This Watermelon Pizza is a quick, easy, and refreshing Vegan and Whole30 appetizer or dessert – perfect for kids AND summer! The homemade coconut whipped cream has become a staple in our house!
Looking for a fun dessert or appetizer for Memorial Day or the Fourth of July? Look no further! I saw a few renditions of watermelon pizza floating around last year and decided to make my own version. Mostly because I was excited to take pictures of it – and they ended up being some of my favorite food photos I’ve ever taken! Just look at those colors!

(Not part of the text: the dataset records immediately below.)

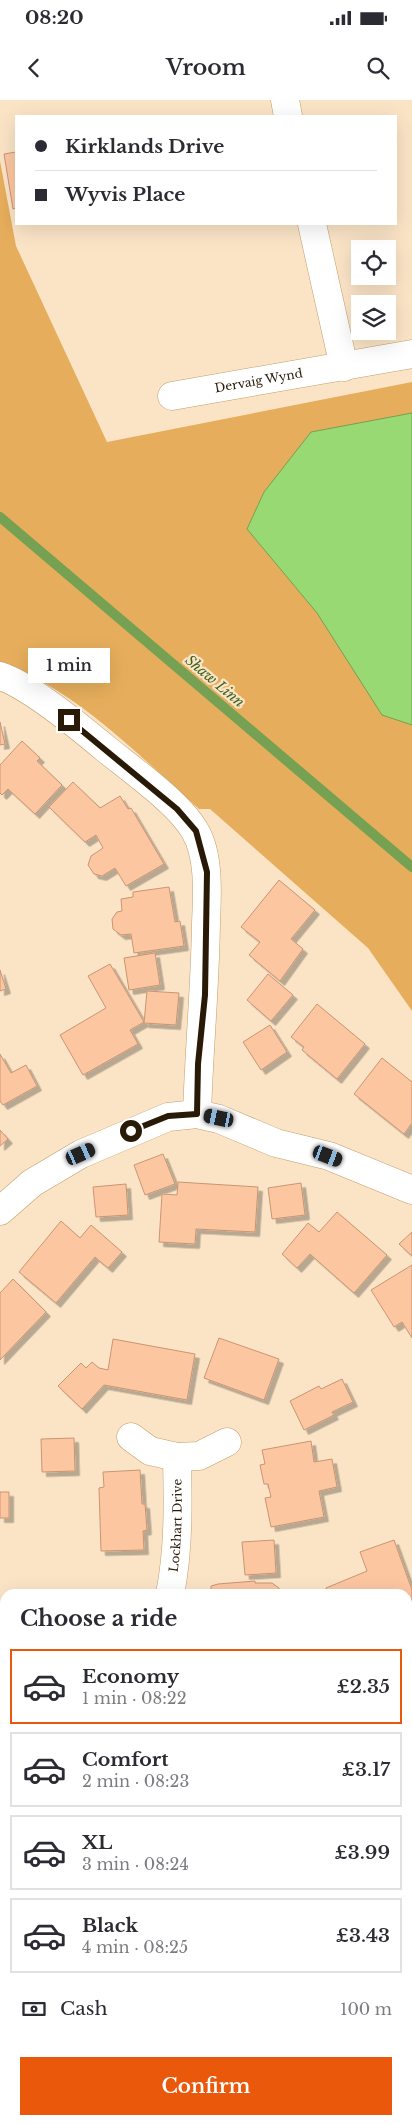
<!DOCTYPE html>
<meta charset="utf-8">
<style>
body{margin:0;font-family:"Libre Baskerville",serif;background:#f2f2f3;color:#2b2b33;height:100vh;display:flex;flex-direction:column;font-size:19px;white-space:nowrap}
*{box-sizing:border-box;margin:0}
p{font-size:16px;color:#7c7c81}
.icon{flex:none;width:28px;height:28px;fill:none;stroke:currentColor;stroke-width:2;stroke-linecap:round;stroke-linejoin:round}
.map{position:relative;flex:1;overflow:hidden}
.details{position:absolute;left:0px;top:1489px;width:412px;height:536px;display:flex;flex-direction:column;background:#fff;border-radius:15px 15px 0 0;box-shadow:0 5px 20px #0002}
.details>*{flex:none}
.guide{position:absolute;left:15px;top:15px;width:382px;height:110px;border-radius:0px;box-shadow:0 5px 20px #0002;display:grid;align-content:center;height:110px;padding:0 20px;background:#fff}
.controls{position:absolute;left:351px;top:140px;display:grid;gap:10px}
.controls a{display:grid;place-items:center;width:45px;height:45px;border-radius:0px;background:#fff;box-shadow:0 5px 20px #0002;font-size:25px}
.end{position:absolute;width:22px;height:22px;margin:-11px;border:6px solid #281a06;background:#fff;box-shadow:0 0 0 2px #fff}
.from{border-radius:50%}
.bubble{position:absolute;height:35px;border-radius:0px;background:#fff;box-shadow:0 5px 20px #0002;font-size:16px;font-weight:600;line-height:35px;text-align:center}
.car{position:absolute;width:15px;height:30px;margin:-15px -8px;border-radius:6px;box-shadow:0 0 4px 1px #0007;background:linear-gradient(#222 24%,#8ab4d8 0 40%,#222 0 76%,#8ab4d8 0 86%,#222 0)}
.guide b{display:flex;align-items:center;gap:18px;height:48px;font-size:19px}
.guide b+b{border-top:1px solid #e1e1e2}
.guide i{width:12px;height:12px;background:#2b2b33}
ul{padding:0;list-style:none}
li{display:flex;align-items:center;gap:15px;height:75px;margin:0 10px 8px;padding:0 10px;border:2px solid #e1e1e2;border-radius:0px}
li div{flex:1}
li b{display:block;font-size:19px}
li em{font-style:normal;font-weight:600}
li.current{border-color:#ea580c}
li>.icon{width:45px;height:45px;stroke-width:1.5}
h2{padding:0 20px;font-size:22px;line-height:60px}
.pay{display:flex;align-items:center;gap:12px;height:55px;padding:0 20px;font-size:19px}
.pay p{margin-inline-start:auto}
.button{display:flex;gap:10px;margin-top:auto;padding:10px 20px}
.button a{flex:1;height:58px;border-radius:0px;background:#ea580c;color:#fff;font-size:20px;font-weight:600;line-height:58px;text-align:center}
.status{display:flex;justify-content:space-between;align-items:center;height:35px;padding:0 25px;background:#fff;direction:ltr}
.status svg{height:14px;fill:currentColor}
header{display:flex;justify-content:space-between;align-items:center;height:65px;padding:0 20px;background:#fff;font-size:22px;font-weight:600}
.map>svg:first-child{display:block}
.green{fill:#e6ae5c}
.water{fill:#98d973;stroke:#76a052}
.lines{fill:none;stroke-linecap:round;stroke-linejoin:round}
.stream{stroke:#76a052;stroke-width:10}
.building{fill:#fcc6a1;stroke:#c99572;filter:url(#shadow)}
.minor-casing{stroke:#c19e6b;stroke-width:29}
.minor{stroke:#fff;stroke-width:28}
.route{stroke:#281a06;stroke-width:6}
.labels{text-anchor:middle;stroke-width:4.5;stroke-linejoin:round;paint-order:stroke}
.street-label{font-size:12px;fill:#281a06;stroke:#fbe4c6}
.water-label{font-size:14px;font-style:italic;fill:#3b6421;stroke:#fbe4c6}
</style>
<div class="status"><b>08:20</b><svg viewBox="0 0 49 12"><path d="M0 12V9h3v3zM5 12V6h3v6zM10 12V3h3v9zM15 12V0h3v12zM26 1h20v11H26zM47 4h2v5h-2z"/></svg></div>
<header><svg class="icon" aria-label="back" viewBox="0 0 24 24"><path d="M15 5l-7 7 7 7"/></svg>Vroom<svg class="icon" aria-label="search" viewBox="0 0 24 24"><circle cx="10" cy="10" r="6"/><path d="M15 15l6 6"/></svg></header>
<div class="map">
<svg width="412" height="2024" viewBox="0 0 412 2024">
<defs>
<filter id="shadow"><feDropShadow dx="4.5" dy="4.5" stdDeviation="0" flood-color="#0004"/></filter>
</defs>
<rect width="100%" height="100%" fill="#fbe4c6"/>
<path class="green" d="M 0,61 L 16,146 L 107,342 L 412,282 L 412,911 L 368,848 L 210,709 L 199,709 C 138,655 78,591 0,562 Z
M 412,1877 L 412,2024 L 34,2024 L 0,2020 L 0,1946 L 5,1947 L 5,2020 L 408,2020 L 408,1881 Z"/>
<path class="water" d="M 412,313 L 412,625 L 382,615 L 317,513 L 247,429 L 264,392 L 311,332 Z"/>
<g class="lines">
<path class="stream" d="M 0,417 L 412,767
M 0,2013 L 5,2014
M 74,2020 L 120,2024"/>
</g>
<path class="building" d="M 16,52 L 16,108 L 13,109 L 4,54 Z
M 0,622 L 5,644 L 0,645 Z
M 22,641 L 40,658 L 37,661 L 62,685 L 35,714 L 8,689 L 2,695 L 0,693 L 0,665 Z
M 73,682 L 100,708 L 120,696 L 128,709 L 131,708 L 164,764 L 126,786 L 115,768 L 102,776 L 94,774 L 88,765 L 91,756 L 103,748 L 96,735 L 85,742 L 49,707 Z
M 279,780 L 315,810 L 291,839 L 303,849 L 280,881 L 249,855 L 260,842 L 241,827 Z
M 169,787 L 175,822 L 180,821 L 184,846 L 134,853 L 131,834 L 121,835 L 113,829 L 112,819 L 117,812 L 122,811 L 121,799 L 133,797 L 133,792 Z
M 155,853 L 160,885 L 129,890 L 124,858 Z
M 110,864 L 144,922 L 130,930 L 138,944 L 83,975 L 60,935 L 106,908 L 88,876 Z
M 0,870 L 6,889 L 0,891 Z
M 268,874 L 293,895 L 271,921 L 247,900 Z
M 147,891 L 179,893 L 176,925 L 144,923 Z
M 317,904 L 365,944 L 337,979 L 302,950 L 304,947 L 291,937 Z
M 270,925 L 287,952 L 261,970 L 243,942 Z
M 0,954 L 11,973 L 26,965 L 37,986 L 3,1005 L 0,1001 Z
M 382,958 L 412,982 L 412,1023 L 404,1034 L 354,994 Z
M 0,1030 L 8,1039 L 0,1046 Z
M 163,1054 L 175,1084 L 145,1095 L 134,1065 Z
M 178,1082 L 258,1087 L 255,1132 L 196,1129 L 195,1144 L 159,1142 L 162,1094 L 177,1095 Z
M 301,1083 L 305,1115 L 272,1119 L 268,1088 Z
M 126,1084 L 128,1115 L 96,1117 L 93,1087 Z
M 337,1112 L 387,1155 L 354,1193 L 310,1154 L 297,1168 L 282,1154 L 308,1123 L 319,1132 Z
M 61,1121 L 80,1138 L 91,1125 L 122,1152 L 108,1168 L 95,1157 L 56,1203 L 19,1172 Z
M 412,1132 L 412,1156 L 399,1144 Z
M 412,1165 L 412,1238 L 402,1222 L 394,1227 L 371,1190 Z
M 13,1179 L 46,1212 L 0,1260 L 0,1193 Z
M 219,1238 L 279,1259 L 264,1300 L 204,1278 Z
M 113,1239 L 195,1254 L 187,1300 L 104,1285 L 82,1309 L 58,1286 L 81,1263 L 86,1268 L 92,1262 L 99,1268 L 108,1270 Z
M 342,1279 L 353,1302 L 332,1312 L 334,1315 L 304,1330 L 290,1301 L 319,1286 L 321,1289 Z
M 74,1338 L 75,1371 L 42,1372 L 41,1339 Z
M 311,1341 L 314,1362 L 332,1359 L 337,1387 L 319,1391 L 324,1417 L 271,1427 L 265,1398 L 271,1397 L 268,1384 L 264,1384 L 260,1365 L 265,1364 L 262,1350 Z
M 140,1370 L 142,1404 L 145,1404 L 147,1430 L 143,1431 L 144,1450 L 101,1451 L 99,1388 L 104,1387 L 103,1372 Z
M 0,1392 L 9,1392 L 9,1418 L 0,1418 Z
M 274,1440 L 276,1473 L 245,1475 L 242,1442 Z
M 394,1440 L 412,1490 L 412,1500 L 408,1501 L 408,1494 L 328,1494 L 326,1488 L 367,1471 L 360,1452 Z
M 255,1481 L 255,1483 L 272,1483 L 279,1488 L 279,1494 L 211,1494 L 211,1486 L 218,1484 Z
M 0,1541 L 5,1541 L 5,1574 L 0,1574 Z
M 408,1668 L 412,1673 L 412,1680 L 408,1684 Z
M 412,1818 L 412,1862 L 408,1866 L 408,1822 Z
M 3,1822 L 5,1822 L 5,1889 L 0,1887 L 0,1835 Z"/>
<g class="lines">
<defs>
<g id="minor">
<path d="M 285,0 L 288,16"/>
<path d="M 312,124 L 344,267"/>
<path id="s1" d="M 172,296 L 412,254"/>
<path d="M 0,576 C 29,585 81,628 106,649 C 132,670 179,703 195,731 C 210,756 207,796 206,824 C 205,888 199,950 197,1014"/>
<path d="M 0,1111 L 32,1083 L 81,1054 L 168,1017 L 197,1014 L 219,1019 L 276,1043 L 329,1056 L 412,1090"/>
<path d="M 131,1337 L 150,1351 L 177,1357 L 199,1356 L 227,1342"/>
<path id="s2" d="M 170,1494 C 179,1449 178,1403 177,1357"/>
<path d="M 409,1570 L 412,1576"/>
<path d="M 0,1613 L 5,1614"/>
<path d="M 408,1771 L 412,1766"/>
<path d="M 0,1932 L 5,1933"/>
</g>
</defs>
<use href="#minor" class="minor-casing"/>
<use href="#minor" class="minor"/>
</g>
<g class="lines">
<path class="route" d="M 69,620 L 177,709 L 196,731 L 207,772 L 205,895 L 198,964 L 197,1014 L 168,1016 L 131,1031"/>
</g>
<g class="labels">
<g class="street-label">
<text dy="4" stroke="none"><textPath href="#s1" startOffset="88">Dervaig Wynd</textPath></text>
<text dy="4" stroke="none"><textPath href="#s2" startOffset="69">Lockhart Drive</textPath></text>
</g>
<g class="water-label">
<text transform="translate(215 581) rotate(40)" y="5">Shaw Linn</text>
</g>
</g>
</svg>
<div class="controls">
<a><svg class="icon" aria-label="locate" viewBox="0 0 24 24"><circle cx="12" cy="12" r="6"/><path d="M12 2v4M12 18v4M2 12h4M18 12h4"/></svg></a>
<a><svg class="icon" aria-label="layers" viewBox="0 0 24 24"><path d="M12 4l9 5-9 5-9-5zM3 14l9 5 9-5"/></svg></a>
</div>
<i class="end from" style="left:131px;top:1031px"></i>
<i class="end" style="left:69px;top:620px"></i>
<div class="bubble" style="left:28px;top:548px;width:82px">1 min</div>
<i class="car" style="left:219px;top:1018px;rotate:282deg"></i>
<i class="car" style="left:81px;top:1054px;rotate:66deg"></i>
<i class="car" style="left:328px;top:1056px;rotate:111deg"></i>
<div class="guide">
<b><i class="from"></i>Kirklands Drive</b>
<b><i></i>Wyvis Place</b>
</div>
<section class="details">
<h2>Choose a ride</h2>
<ul>
<li class="current"><svg class="icon" aria-label="car" viewBox="0 0 24 24"><path d="M5 17H2v-5l4-1 3-4h7l3 4 3 1v5h-3M9 17h6M6 11h13"/><circle cx="7" cy="17" r="2"/><circle cx="17" cy="17" r="2"/></svg><div><b>Economy</b><p>1 min · 08:22</p></div><em>£2.35</em></li>
<li><svg class="icon" aria-label="car" viewBox="0 0 24 24"><path d="M5 17H2v-5l4-1 3-4h7l3 4 3 1v5h-3M9 17h6M6 11h13"/><circle cx="7" cy="17" r="2"/><circle cx="17" cy="17" r="2"/></svg><div><b>Comfort</b><p>2 min · 08:23</p></div><em>£3.17</em></li>
<li><svg class="icon" aria-label="car" viewBox="0 0 24 24"><path d="M5 17H2v-5l4-1 3-4h7l3 4 3 1v5h-3M9 17h6M6 11h13"/><circle cx="7" cy="17" r="2"/><circle cx="17" cy="17" r="2"/></svg><div><b>XL</b><p>3 min · 08:24</p></div><em>£3.99</em></li>
<li><svg class="icon" aria-label="car" viewBox="0 0 24 24"><path d="M5 17H2v-5l4-1 3-4h7l3 4 3 1v5h-3M9 17h6M6 11h13"/><circle cx="7" cy="17" r="2"/><circle cx="17" cy="17" r="2"/></svg><div><b>Black</b><p>4 min · 08:25</p></div><em>£3.43</em></li>
</ul>
<div class="pay"><svg class="icon" aria-label="cash" viewBox="0 0 24 24"><path d="M3 7h18v10H3z"/><circle cx="12" cy="12" r="2"/></svg>Cash<p>100 m</p></div>
<div class="button"><a>Confirm</a></div>
</section>
</div>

There really isn’t a whole lot to this “recipe”. The main part that requires instructions is the coconut whipped cream. And then then rest is just using your creative talents to assemble the “pizza”! I ended up not using any sweeteners in my coconut whipped cream, but you can feel free to add some maple syrup, honey, and/or vanilla extract if you aren’t worried about keeping it Whole30 friendly (AFTER you whip it, otherwise it might not turn out).
But which coconut milk is best for this delicious watermelon pizza?
Whipping coconut milk can be a little tricky depending on whether you get a good can of it or not! I’ve had the best luck making the coconut whipped cream using Native Forest brand full fat coconut milk. It always separates nicely (whether it’s refrigerated or not). It’s really important to use full fat coconut milk. The best thing to do is to put a can in the fridge overnight to help it separate. I usually save the leftover liquid part for smoothies!
You can use any fruit you want for the topping, as well. I just chose berries and mint!
Ok, let’s get cookin’! Or in this case…whippin’! 🙂
- 1 large watermelon
- 1 can full fat coconut milk I like Native Forest brand
- 2 cups fresh fruit I used sliced strawberries, blueberries, and blackberries
- 8-10 fresh mint leaves
- Chill can of coconut milk overnight. (preferred for best result)
- Place a metal bowl and beaters into the freezer to chill for 5-10 minutes while you cut the watermelon.
- Slice a large watermelon down the middle and cut a large round piece about 1-1.5 inches thick. This will be your "pizza". Cut it into 8 triangle slices.
- Make the coconut whipped cream. Remove the bowl from the freezer and add in just the hardened white coconut cream from the can. Discard the watery part or save for future use in other recipes (it's great in smoothies!). Use a hand mixer to whip the coconut milk for a few minutes until it starts to resemble whipped cream and soft peaks form. Add in sweetners if using, but keep in mind this will make it no longer Whole30 friendly.
- Place some of the coconut cream on each of the "pizza" slices. Top with fruit and fresh mint leaves. Serve and enjoy!